A = s(s + [square root of [s.sup.2] + 4[h.sup.2]])

Asked to explain what the formula meant, the students could not resolve why the formula was in that form, but were convinced that it would work in finding the total surface area. The students were even more confused when asked to explain [square root of [s.sup.2] + 4[h.sup.2]] in the formula. The group of students started to investigate what the formula meant and why it worked. One student asked the rest to think about what it meant to find the total surface area of the square pyramid. In response, another student answered that it meant "find the area of all the faces and adding them all." Visual representation of the solid helped the students visualise its base and lateral faces. The students started counting the number and type of faces in the figure and asking each other how to find individual areas in the square pyramid. Another student asked, "What about if we find the area of the base and add it to the four triangular faces?" The students seemed to agree about the strategy of finding the total surface area but were not sure if that would result in

A = s(s + [square root of [s.sup.2] + 4[h.sup.2]])

[FIGURE 1 OMITTED]

(where A represents total surface area). They started finding the area of the base s x s = [s.sup.2] and discussed how to find the area of the four triangular faces. The students knew that the formula for finding the area of a triangle is

1/2 base x perpendicular height

Then, using the model (Figure 1) the students noted that the pyramid had height h and base length s. Holding the model and thinking, one student pointed out that since the base length is s and the height of the pyramid is h, then the total area of the four triangles would be

4(1/2 s x h)

Some students tended to agree with that approach, but others were not sure.

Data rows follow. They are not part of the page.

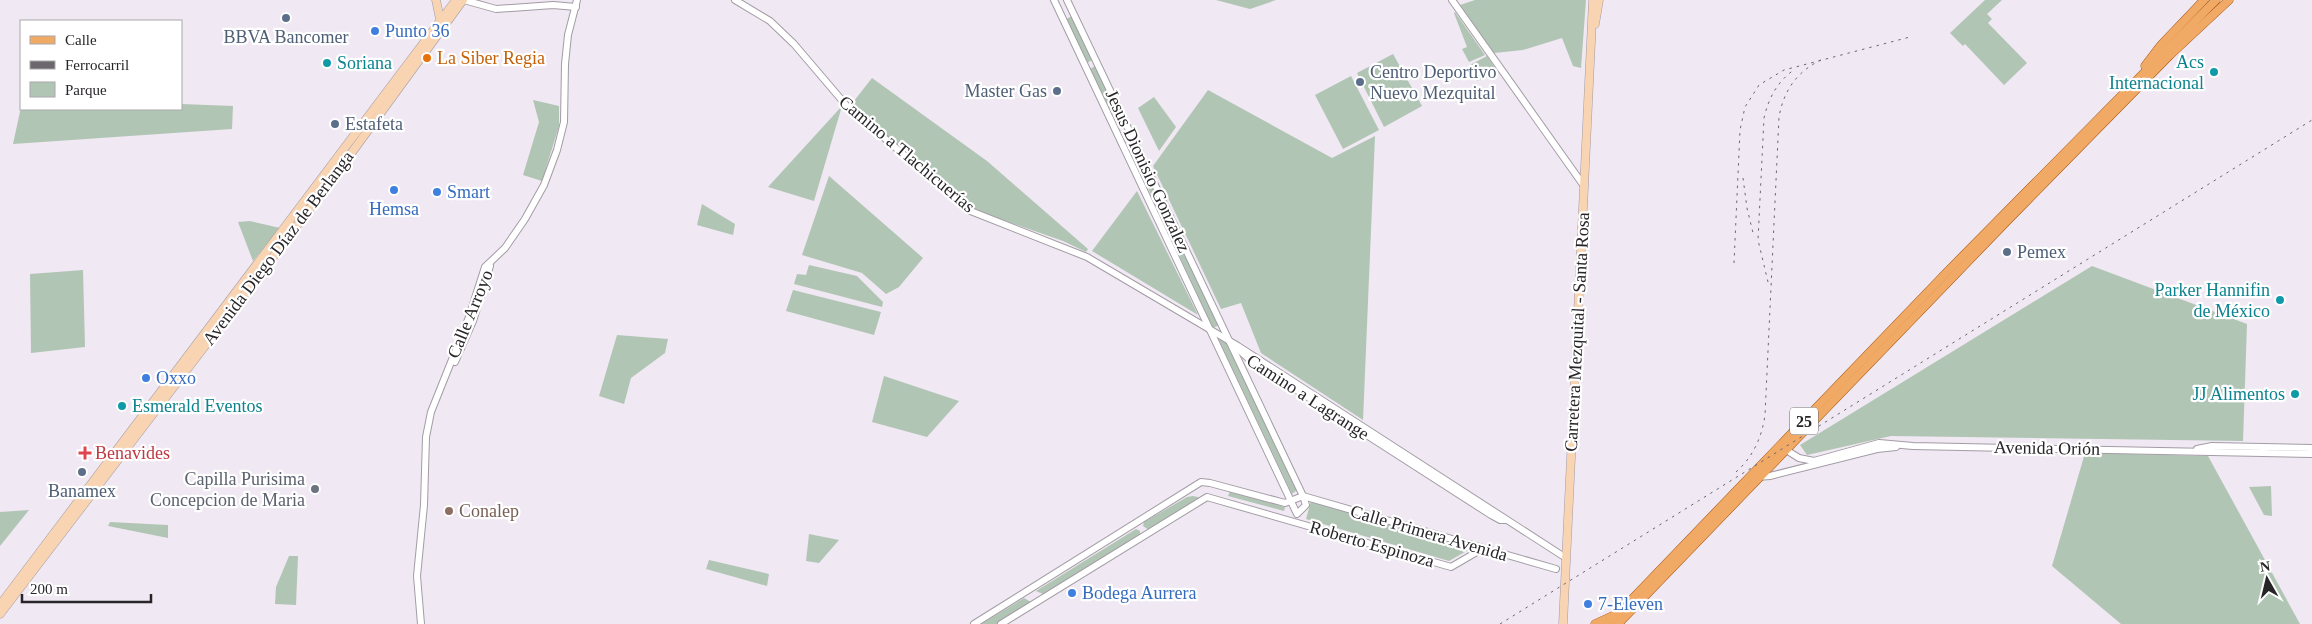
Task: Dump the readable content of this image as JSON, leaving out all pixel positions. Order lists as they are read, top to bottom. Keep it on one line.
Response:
{"streets":{"main road":["Avenida Diego Díaz de Berlanga","Carretera Mezquital - Santa Rosa","25"],"street":["Camino a Tlachicuerías","Jesus Dionisio Gonzalez","Calle Arroyo","Camino a Lagrange","Avenida Orión","Calle Primera Avenida","Roberto Espinoza"]},"crossings":[["Camino a Tlachicuerías","Jesus Dionisio Gonzalez"],["Camino a Tlachicuerías","Camino a Lagrange"],["Jesus Dionisio Gonzalez","Camino a Lagrange"],["Jesus Dionisio Gonzalez","Calle Primera Avenida"],["Carretera Mezquital - Santa Rosa","Camino a Lagrange"],["25","Avenida Orión"],["Calle Primera Avenida","Roberto Espinoza"]],"places":{"other":["BBVA Bancomer","Punto 36","La Siber Regia","Soriana","Acs Internacional","Centro Deportivo Nuevo Mezquital","Master Gas","Estafeta","Hemsa","Smart","Pemex","Parker Hannifin de México","Oxxo","JJ Alimentos","Esmerald Eventos","Banamex","Capilla Purisima Concepcion de Maria","Conalep","Bodega Aurrera","7-Eleven"],"health":["Benavides"]},"legend":["Calle","Ferrocarril","Parque"],"scale_bar":"200 m","north":"top"}
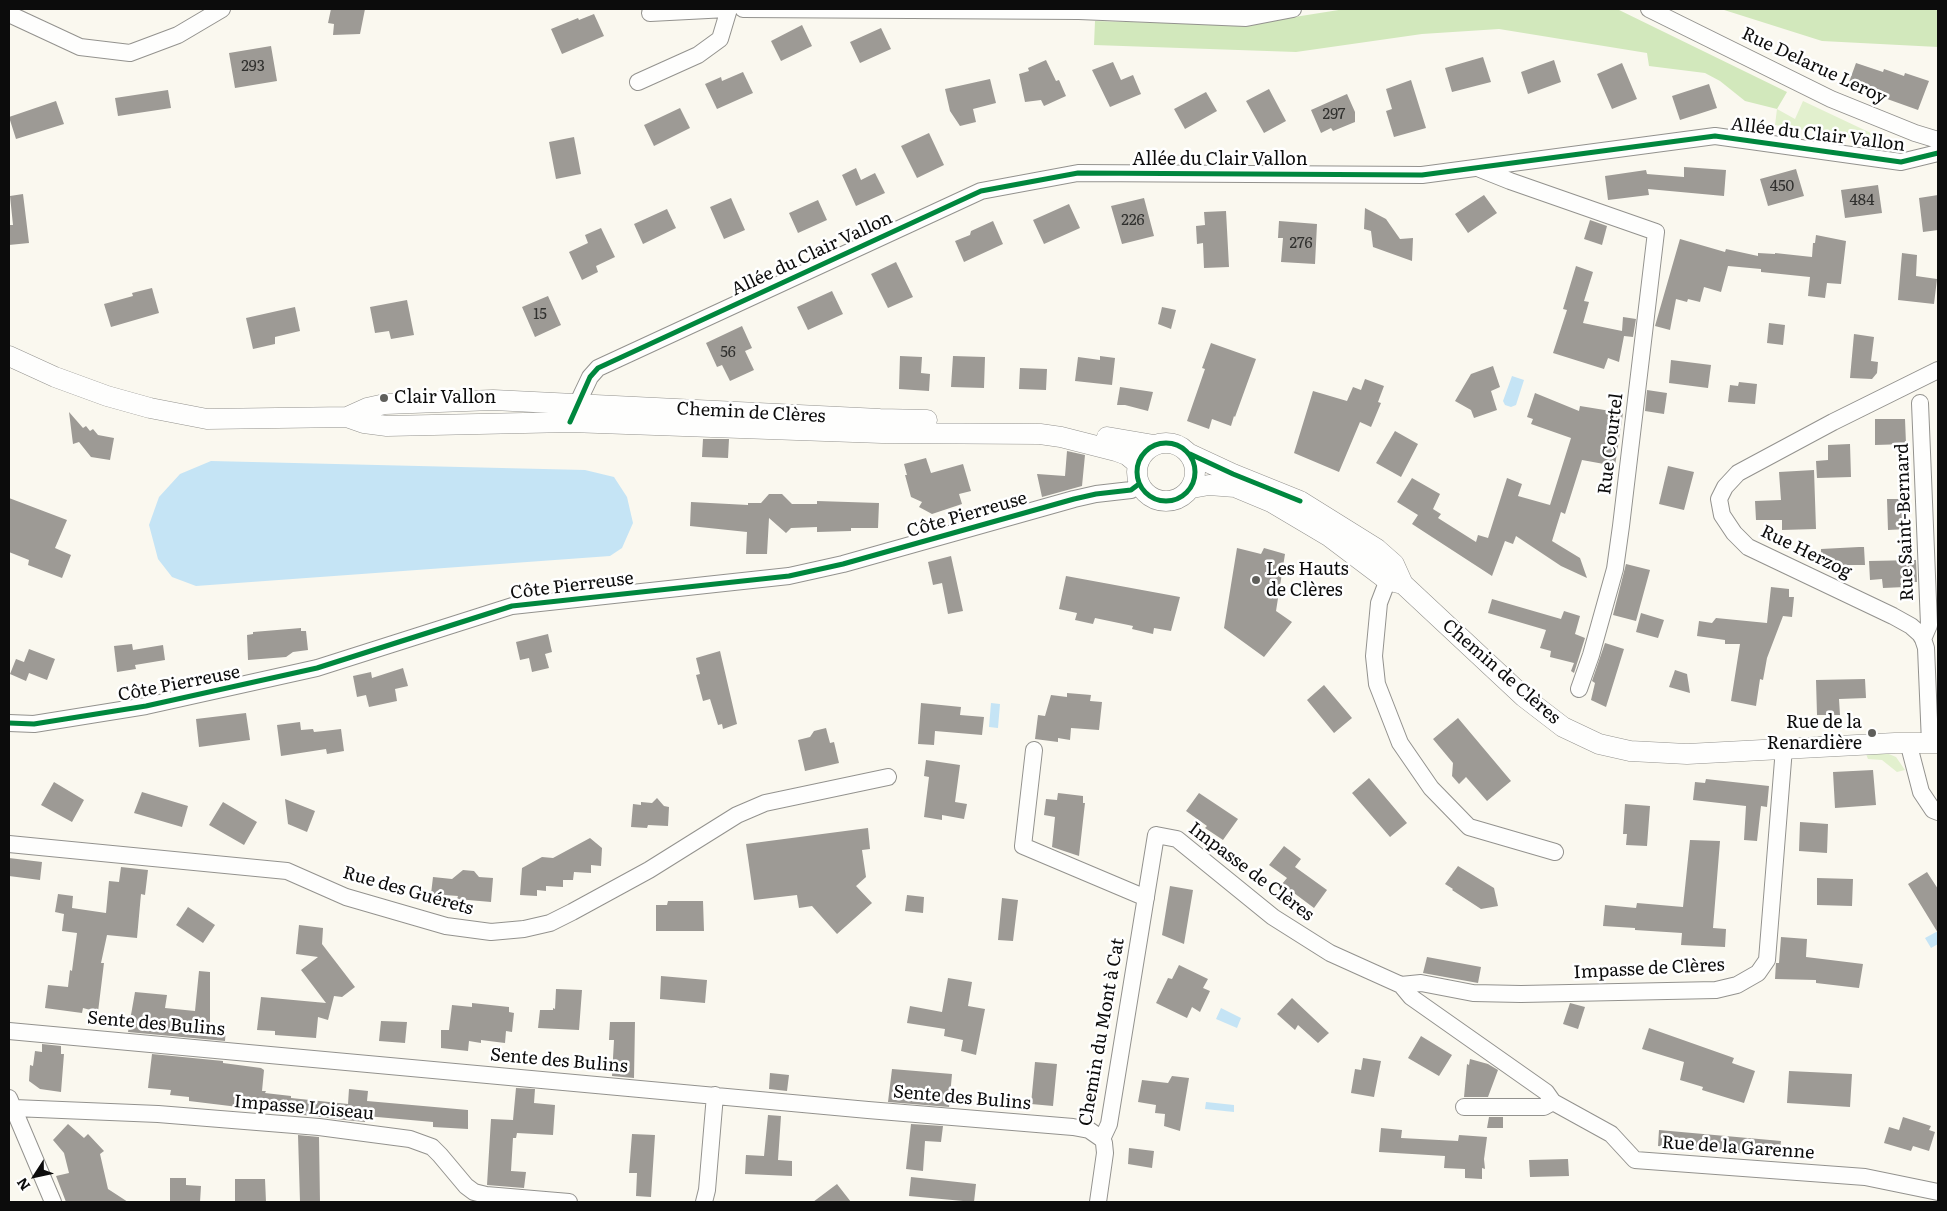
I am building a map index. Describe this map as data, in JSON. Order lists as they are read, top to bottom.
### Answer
{
  "streets": {
    "street": [
      "Rue Delarue Leroy",
      "Allée du Clair Vallon",
      "Chemin de Clères",
      "Rue Courtel",
      "Côte Pierreuse",
      "Rue Saint-Bernard",
      "Rue Herzog",
      "Impasse de Clères",
      "Rue des Guérets",
      "Sente des Bulins",
      "Chemin du Mont à Cat",
      "Impasse Loiseau",
      "Rue de la Garenne"
    ]
  },
  "crossings": [
    ["Allée du Clair Vallon", "Chemin de Clères"],
    ["Allée du Clair Vallon", "Rue Courtel"],
    ["Chemin de Clères", "Côte Pierreuse"],
    ["Chemin de Clères", "Impasse de Clères"],
    ["Rue Saint-Bernard", "Rue Herzog"],
    ["Impasse de Clères", "Chemin du Mont à Cat"],
    ["Impasse de Clères", "Rue de la Garenne"],
    ["Sente des Bulins", "Chemin du Mont à Cat"]
  ],
  "places": ["Clair Vallon", "Les Hauts de Clères", "Rue de la Renardière"],
  "house_numbers": [
    "293",
    "297",
    "450",
    "484",
    "226",
    "276",
    "15",
    "56"
  ],
  "north": "bottom left"
}
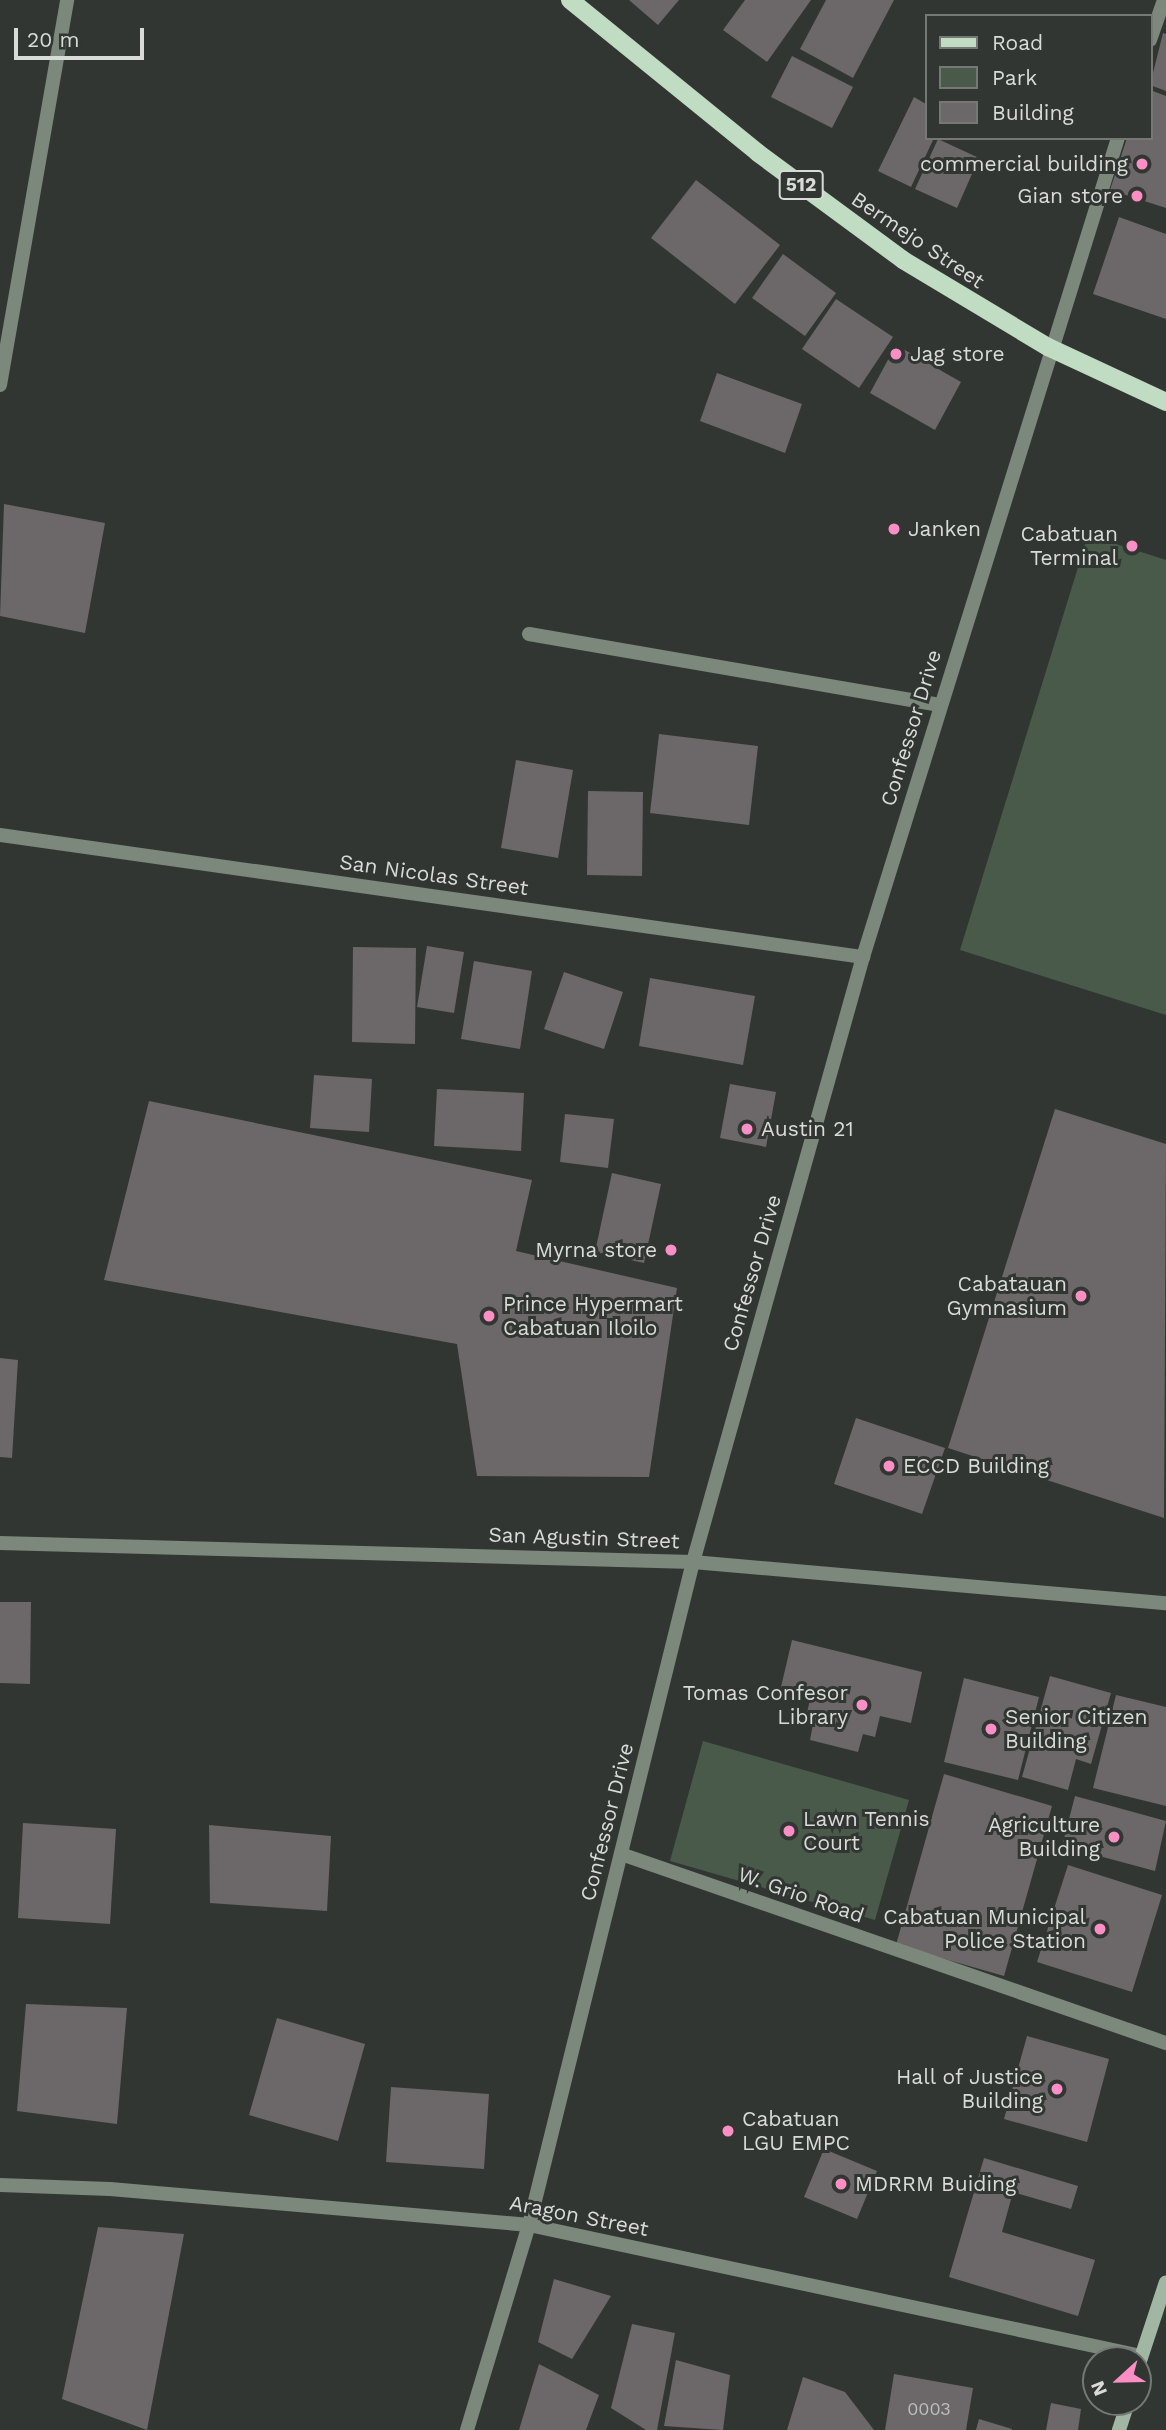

The students were struggling with understanding the formula

4(1/2 s x h)

One student asked, "What does this formula really mean?" Holding the model (Figure 1), another student pointed out how can they might use the height of the pyramid to find the areas of the four triangles. At that point, the students realised that to find the area of the triangular faces, what they really needed was the height of the triangular face (the slant height of the pyramid, l, and not the height of the pyramid, h). Without models in hand, some students could not see the perpendicular relationship between EF and CD in lateral triangle ECD (Figure 2). However, the model (Figure 1) helped in that visualisation.

[FIGURE 2 OMITTED]

The students were then faced with finding the length l (height of triangular face, Figure 2), but struggled with how to put it in terms of s and h as found in the formula. One student suggested employing the Pythagorean theorem by using one of the slant edges of the pyramid EC or ED as the hypotenuse and 1/2 s = CF = FD as one of the legs of the right triangle. This strategy did not work because the slant height l needed to be expressed in terms of h, the height of the pyramid. Another student suggested dropping a line perpendicular to the base, ABCD, from point E to meet at point O (Figure 2). This was difficult for students to visualise but utilising the model made it easier to see the height EO. The student demonstrated that using the right triangle (EOF) with its legs EO = height (h) of the pyramid and OF = 1/2s, the length l (hypotenuse) could be calculated. Using that reasoning, the students found l as follows:

l = [square root of ([(1/2s).sup.2] + [h.sup.2])]

= [square root (([s.sup.2]/4 + [h.sup.2])]

[MATHEMATICAL EXPRESSION NOT REPRODUCIBLE IN ASCII]

Therefore the total surface area is

A = area of the base + area of the lateral surfaces

= [s.sup.2] + 4 x 1/2 s [square root (([s.sup.2]/4 + [h.sup.2])]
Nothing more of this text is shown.